• Task prompt:
Wherever the word "north" shows up in the data, report the line it sits in.

• Record extracts:

== Segment start ==

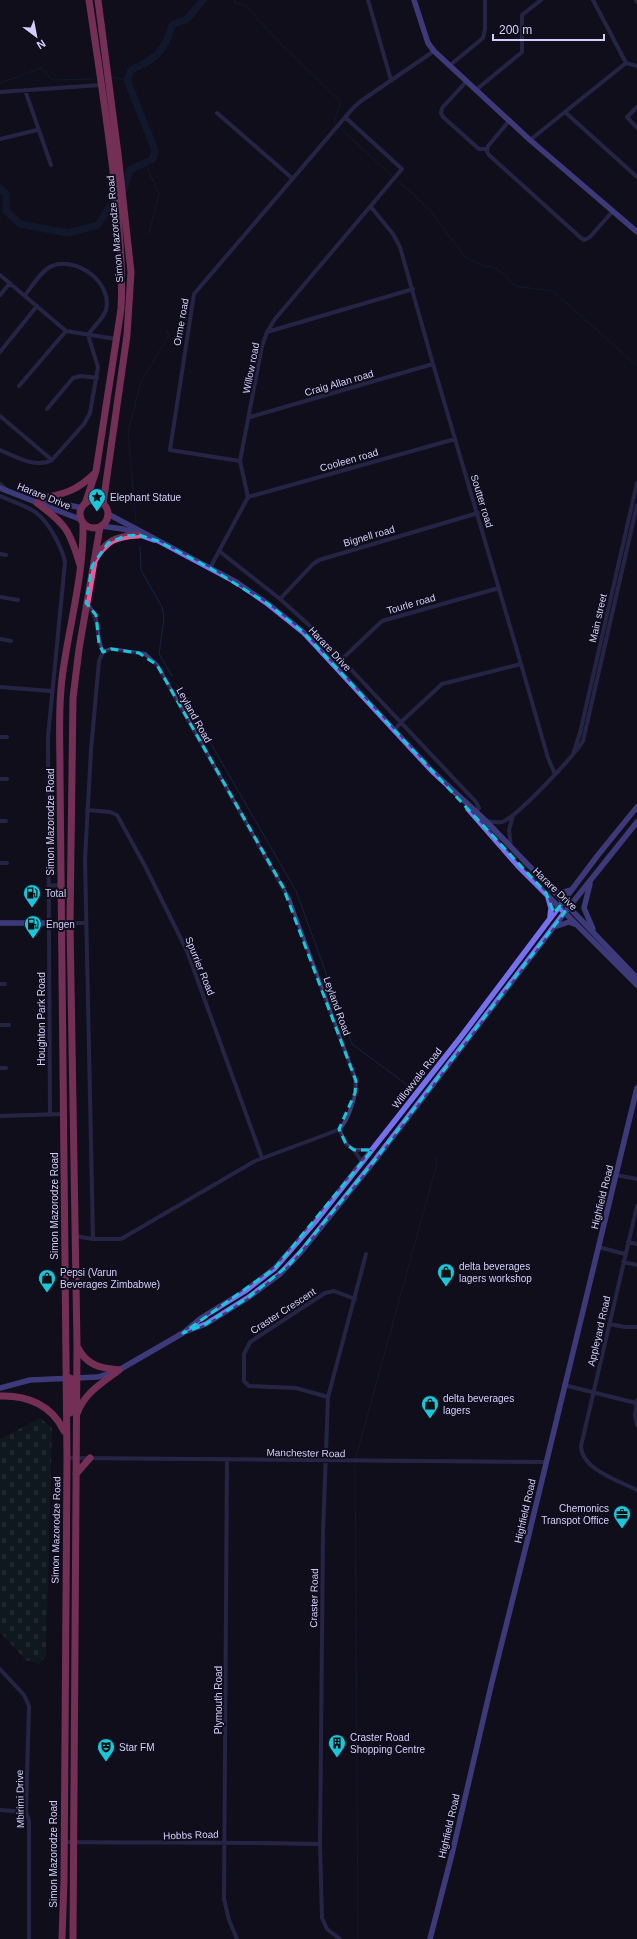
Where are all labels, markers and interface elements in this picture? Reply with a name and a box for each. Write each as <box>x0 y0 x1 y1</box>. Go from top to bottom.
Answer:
north arrow <box>16 16 56 56</box>
scale bar <box>493 16 604 42</box>
text: 200 m <box>499 23 532 37</box>
text: N <box>35 37 48 52</box>
street label: Simon Mazorodze Road <box>105 175 125 283</box>
street label: Orme road <box>171 298 191 346</box>
street label: Willow road <box>241 342 261 394</box>
street label: Craig Allan road <box>303 368 375 398</box>
street label: Cooleen road <box>319 446 379 474</box>
street label: Soutter road <box>469 473 495 529</box>
street label: Harare Drive <box>16 480 73 512</box>
place icon: Elephant Statue <box>87 487 107 512</box>
place label: Elephant Statue <box>110 492 182 503</box>
street label: Bignell road <box>342 523 396 549</box>
street label: Tourle road <box>385 592 437 616</box>
street label: Main street <box>587 592 609 643</box>
street label: Harare Drive <box>307 625 354 674</box>
street label: Leyland Road <box>174 685 214 745</box>
street label: Simon Mazorodze Road <box>45 768 56 876</box>
street label: Harare Drive <box>531 865 580 913</box>
fuel station icon: Total <box>22 883 42 908</box>
place label: Total <box>45 888 66 899</box>
fuel station icon: Engen <box>23 914 43 939</box>
place label: Engen <box>46 919 75 930</box>
street label: Spurrier Road <box>183 935 217 997</box>
street label: Houghton Park Road <box>36 972 47 1066</box>
street label: Leyland Road <box>321 975 353 1037</box>
street label: Willowvale Road <box>390 1045 444 1111</box>
street label: Simon Mazorodze Road <box>49 1152 60 1260</box>
street label: Highfield Road <box>589 1164 615 1230</box>
place label: delta beverages lagers workshop <box>459 1261 532 1284</box>
shop icon: delta beverages lagers workshop <box>436 1262 456 1287</box>
place label: Pepsi (Varun Beverages Zimbabwe) <box>60 1267 160 1290</box>
shop icon: Pepsi (Varun Beverages Zimbabwe) <box>37 1268 57 1293</box>
street label: Craster Crescent <box>248 1286 318 1336</box>
street label: Appleyard Road <box>586 1295 612 1367</box>
place label: delta beverages lagers <box>443 1393 514 1416</box>
shop icon: delta beverages lagers <box>420 1394 440 1419</box>
street label: Manchester Road <box>266 1447 346 1459</box>
street label: Simon Mazorodze Road <box>50 1476 62 1584</box>
street label: Highfield Road <box>512 1478 538 1544</box>
place label: Chemonics Transpot Office <box>541 1503 609 1526</box>
office icon: Chemonics Transpot Office <box>612 1504 632 1529</box>
street label: Craster Road <box>308 1568 320 1628</box>
street label: Plymouth Road <box>213 1666 224 1734</box>
place label: Craster Road Shopping Centre <box>350 1732 425 1755</box>
building icon: Craster Road Shopping Centre <box>327 1733 347 1758</box>
theatre icon: Star FM <box>96 1737 116 1762</box>
place label: Star FM <box>119 1742 155 1753</box>
street label: Mbirimi Drive <box>14 1769 26 1828</box>
street label: Highfield Road <box>436 1793 462 1859</box>
street label: Simon Mazorodze Road <box>48 1800 59 1908</box>
street label: Hobbs Road <box>163 1829 219 1841</box>

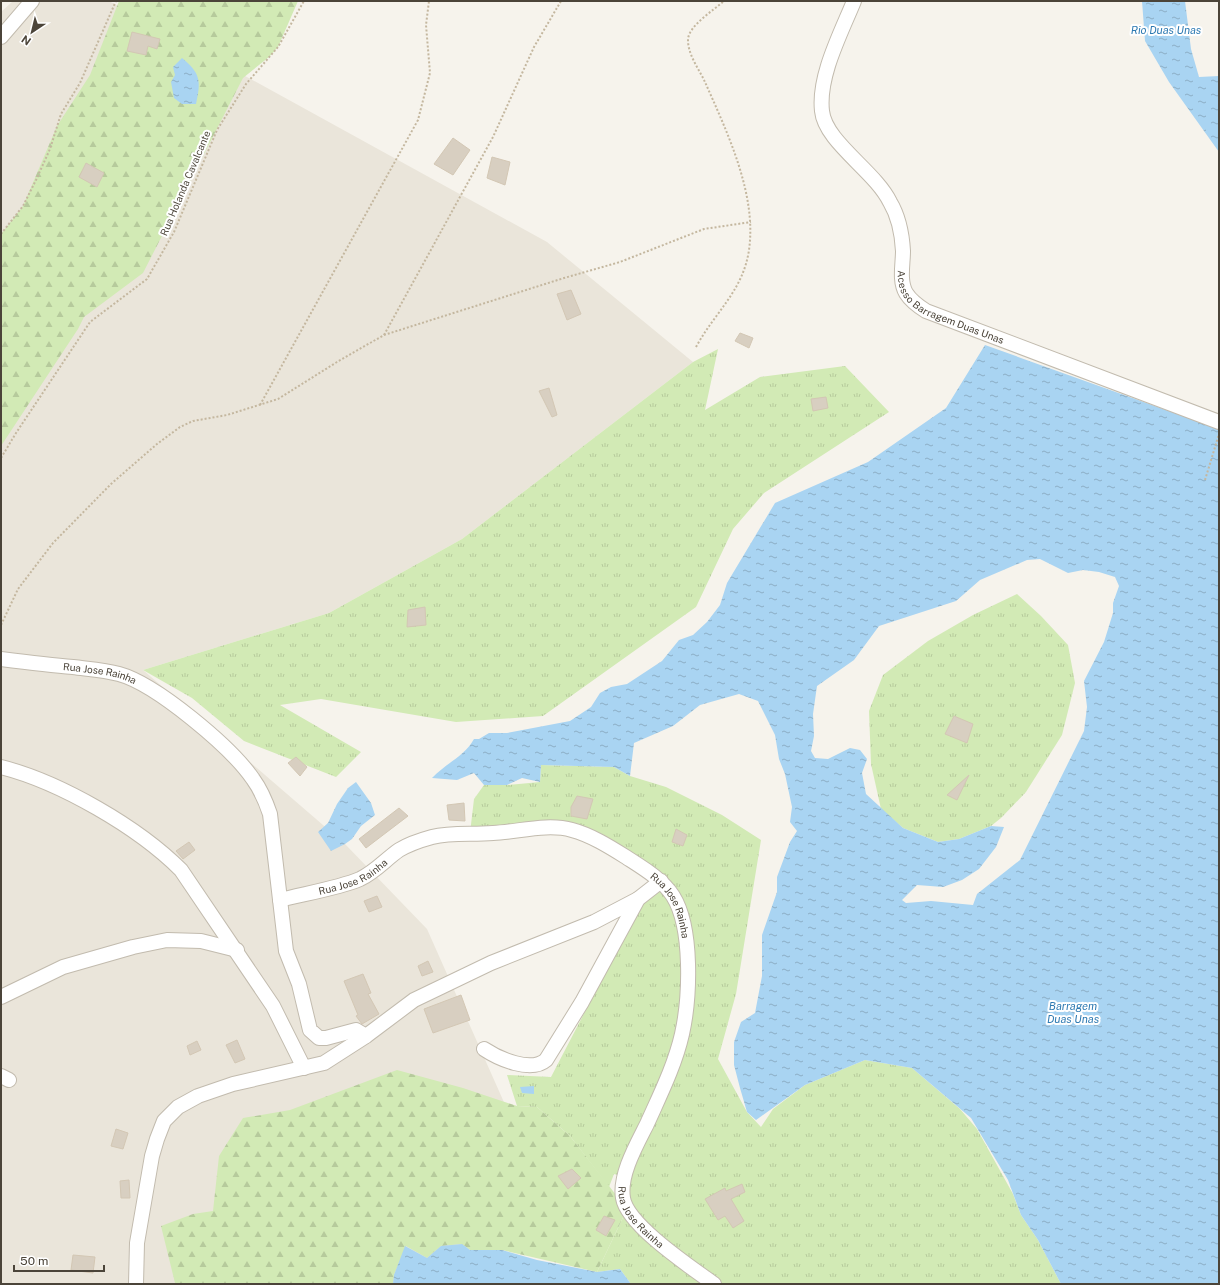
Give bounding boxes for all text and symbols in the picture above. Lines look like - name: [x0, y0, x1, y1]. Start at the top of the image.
- north arrow: [12, 12, 52, 52]
- water label: Rio Duas Unas: [1131, 24, 1202, 36]
- text: N: [19, 33, 33, 48]
- street label: Rua Holanda Cavalcante: [157, 128, 213, 237]
- street label: Acesso Barragem Duas Unas: [896, 270, 1006, 346]
- street label: Rua Jose Rainha: [63, 660, 139, 686]
- street label: Rua Jose Rainha: [317, 856, 390, 897]
- street label: Rua Jose Rainha: [648, 870, 692, 939]
- water label: Barragem Duas Unas: [1047, 1000, 1100, 1025]
- street label: Rua Jose Rainha: [616, 1186, 666, 1250]
- scale bar: [14, 1247, 104, 1273]
- text: 50 m: [20, 1254, 48, 1268]

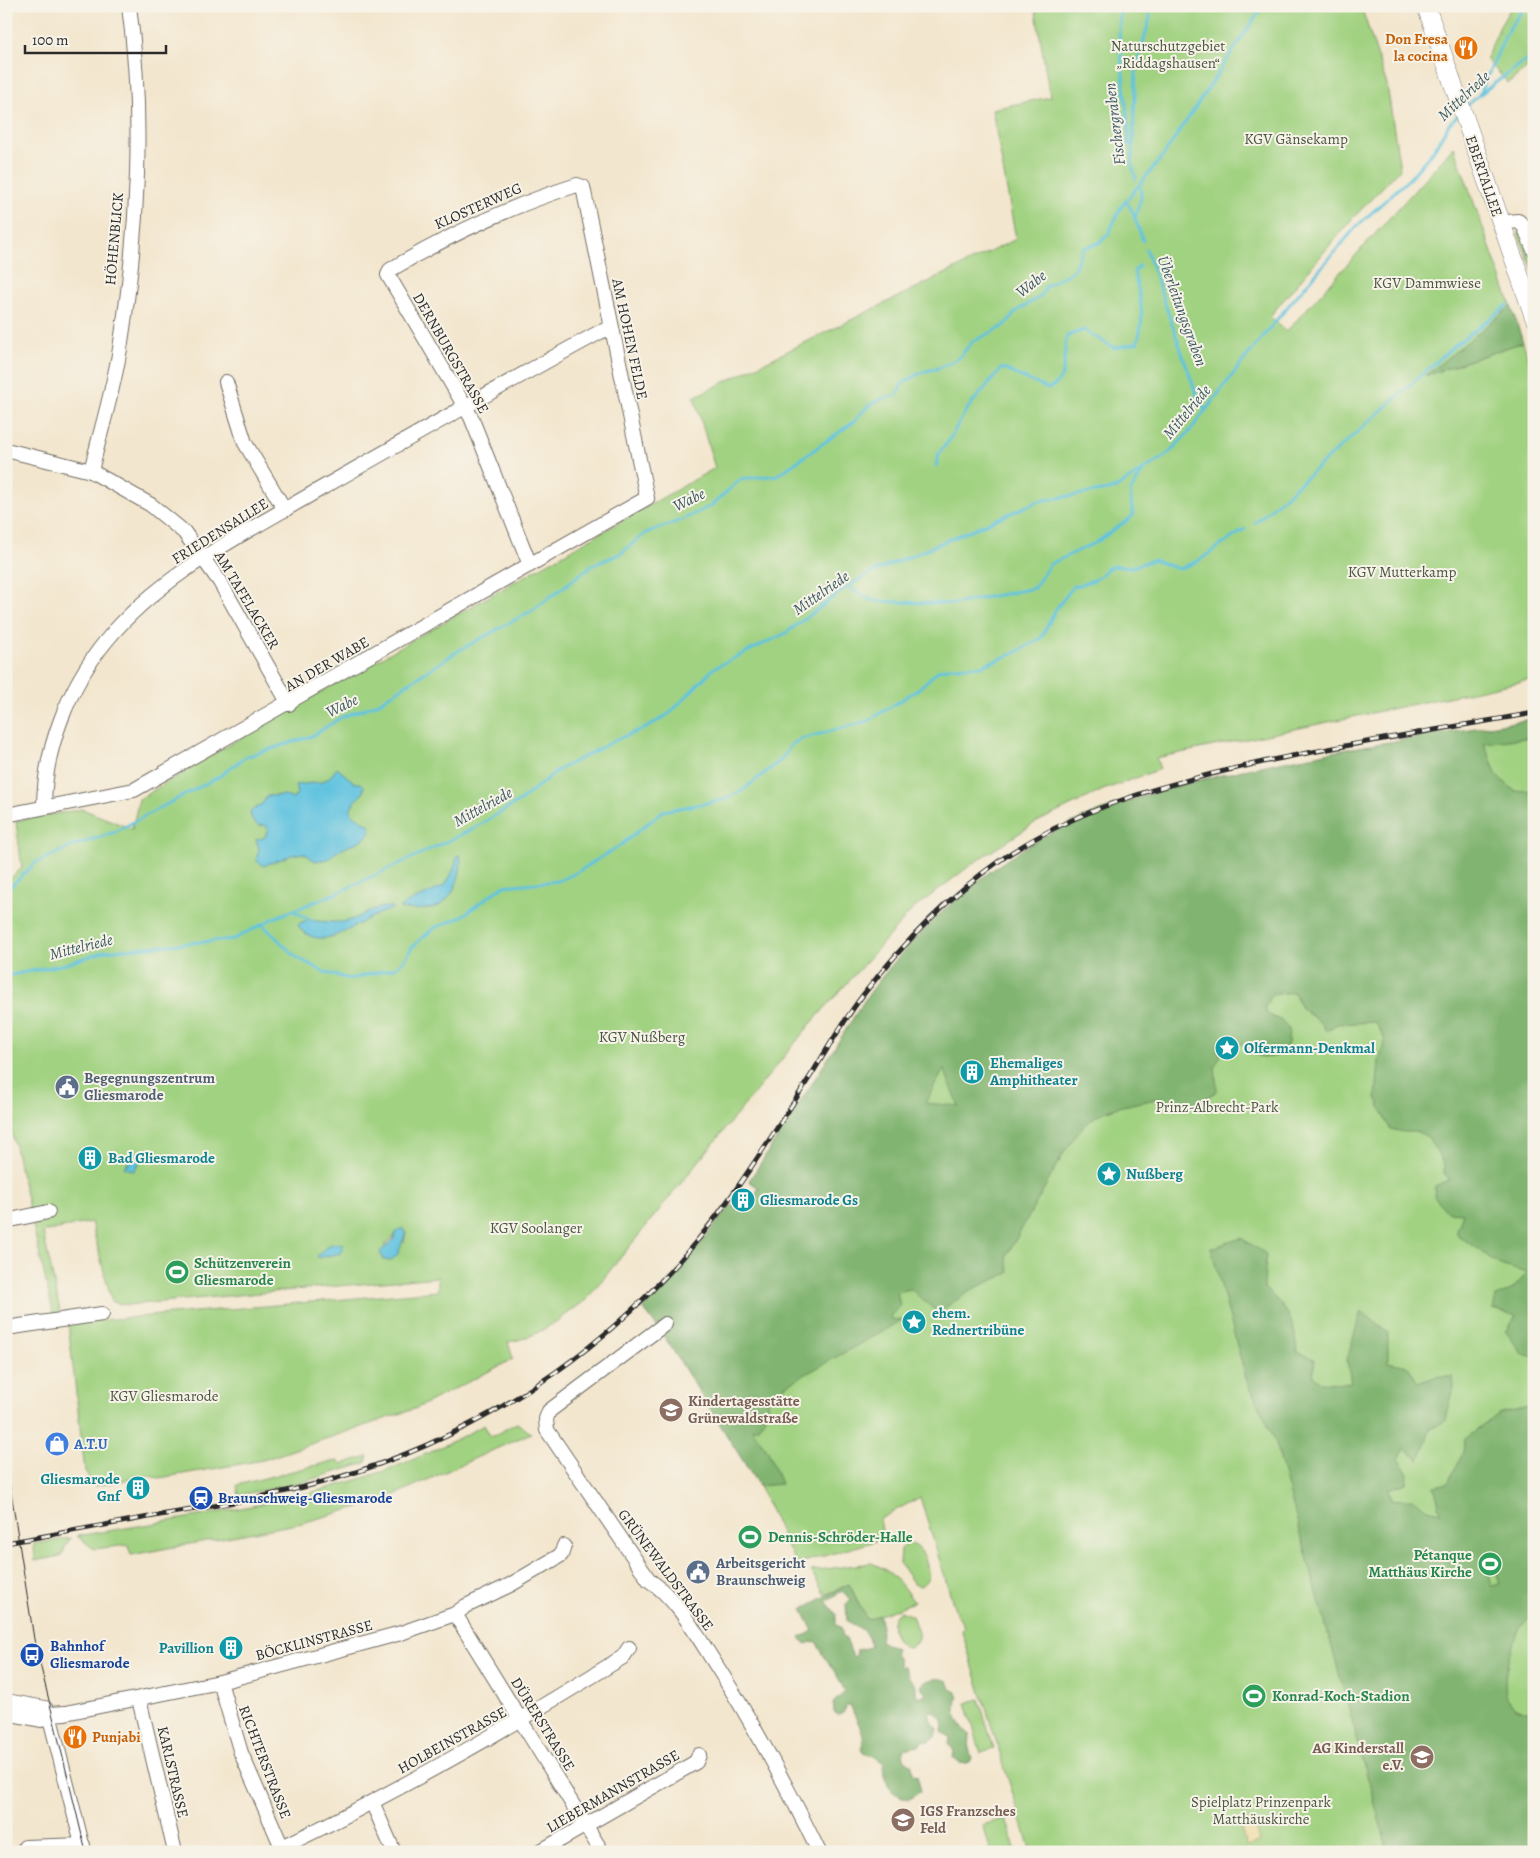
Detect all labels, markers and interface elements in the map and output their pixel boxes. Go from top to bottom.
scale bar [25,22,166,54]
place label: Don Fresa la cocina [1385,29,1449,66]
text: 100 m [32,30,69,50]
restaurant icon: Don Fresa la cocina [1453,35,1479,61]
park label: Naturschutzgebiet „Riddagshausen“ [1111,36,1225,73]
water label: Mittelriede [1433,66,1495,126]
water label: Fischergraben [1099,82,1131,166]
park label: KGV Gänsekamp [1244,129,1348,149]
street label: EBERTALLEE [1461,133,1507,219]
street label: KLOSTERWEG [431,178,525,234]
street label: HÖHENBLICK [100,191,128,286]
water label: Überleitungsgraben [1152,252,1212,370]
water label: Wabe [1011,265,1051,303]
park label: KGV Dammwiese [1373,273,1481,293]
street label: AM HOHEN FELDE [607,276,653,401]
street label: DERNBURGSTRASSE [408,289,494,417]
water label: Mittelriede [1158,380,1216,444]
water label: Wabe [669,483,709,517]
street label: FRIEDENSALLEE [168,493,272,569]
street label: AM TAFELACKER [209,546,285,653]
park label: KGV Mutterkamp [1348,562,1456,582]
water label: Mittelriede [788,565,854,620]
street label: AN DER WABE [280,632,373,697]
water label: Wabe [322,689,362,723]
water label: Mittelriede [449,782,517,832]
water label: Mittelriede [47,928,115,965]
park label: KGV Nußberg [599,1027,686,1047]
place icon: Olfermann-Denkmal [1214,1035,1240,1061]
place label: Olfermann-Denkmal [1244,1038,1375,1058]
place label: Ehemaliges Amphitheater [989,1053,1078,1090]
building icon: Ehemaliges Amphitheater [959,1059,985,1085]
place label: Begegnungszentrum Gliesmarode [84,1068,216,1105]
public building icon: Begegnungszentrum Gliesmarode [54,1074,80,1100]
park label: Prinz-Albrecht-Park [1156,1097,1279,1117]
building icon: Bad Gliesmarode [77,1145,103,1171]
place label: Bad Gliesmarode [108,1148,215,1168]
place icon: Nußberg [1096,1161,1122,1187]
place label: Nußberg [1126,1164,1183,1184]
building icon: Gliesmarode Gs [730,1187,756,1213]
place label: Gliesmarode Gs [760,1190,858,1210]
park label: KGV Soolanger [490,1218,583,1238]
place label: Schützenverein Gliesmarode [194,1253,292,1290]
sports icon: Schützenverein Gliesmarode [164,1259,190,1285]
place label: ehem. Rednertribüne [932,1303,1025,1340]
place icon: ehem. Rednertribüne [901,1309,927,1335]
park label: KGV Gliesmarode [109,1386,219,1406]
place label: Kindertagesstätte Grünewaldstraße [688,1391,800,1428]
school or university icon: Kindertagesstätte Grünewaldstraße [658,1397,684,1423]
shop icon: A.T.U [44,1431,70,1457]
place label: A.T.U [73,1434,108,1454]
place label: Gliesmarode Gnf [40,1469,122,1506]
building icon: Gliesmarode Gnf [125,1475,151,1501]
station icon: Braunschweig-Gliesmarode [188,1485,214,1511]
place label: Braunschweig-Gliesmarode [218,1488,392,1508]
street label: GRÜNEWALDSTRASSE [614,1505,718,1635]
sports icon: Dennis-Schröder-Halle [737,1524,763,1550]
place label: Dennis-Schröder-Halle [768,1527,913,1547]
place label: Pétanque Matthäus Kirche [1368,1545,1472,1582]
sports icon: Pétanque Matthäus Kirche [1477,1551,1503,1577]
place label: Arbeitsgericht Braunschweig [715,1553,806,1590]
public building icon: Arbeitsgericht Braunschweig [685,1559,711,1585]
street label: BÖCKLINSTRASSE [253,1615,375,1665]
building icon: Pavillion [218,1635,244,1661]
place label: Bahnhof Gliesmarode [50,1636,130,1673]
place label: Pavillion [159,1638,215,1658]
bus stop icon: Bahnhof Gliesmarode [19,1642,45,1668]
street label: DÜRERSTRASSE [506,1673,580,1775]
sports icon: Konrad-Koch-Stadion [1241,1683,1267,1709]
place label: Konrad-Koch-Stadion [1272,1686,1410,1706]
street label: RICHTERSTRASSE [234,1702,296,1822]
street label: HOLBEINSTRASSE [394,1702,510,1778]
restaurant icon: Punjabi [62,1724,88,1750]
street label: KARLSTRASSE [153,1724,193,1820]
place label: Punjabi [92,1727,141,1747]
place label: AG Kinderstall e.V. [1311,1738,1404,1775]
school or university icon: AG Kinderstall e.V. [1409,1744,1435,1770]
street label: LIEBERMANNSTRASSE [543,1745,683,1837]
park label: Spielplatz Prinzenpark Matthäuskirche [1191,1792,1332,1829]
place label: IGS Franzsches Feld [920,1801,1016,1838]
school or university icon: IGS Franzsches Feld [890,1807,916,1833]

== Segment end ==

• Task result:
north arrow <box>16 16 56 56</box>
- north arrow: [12, 12, 52, 52]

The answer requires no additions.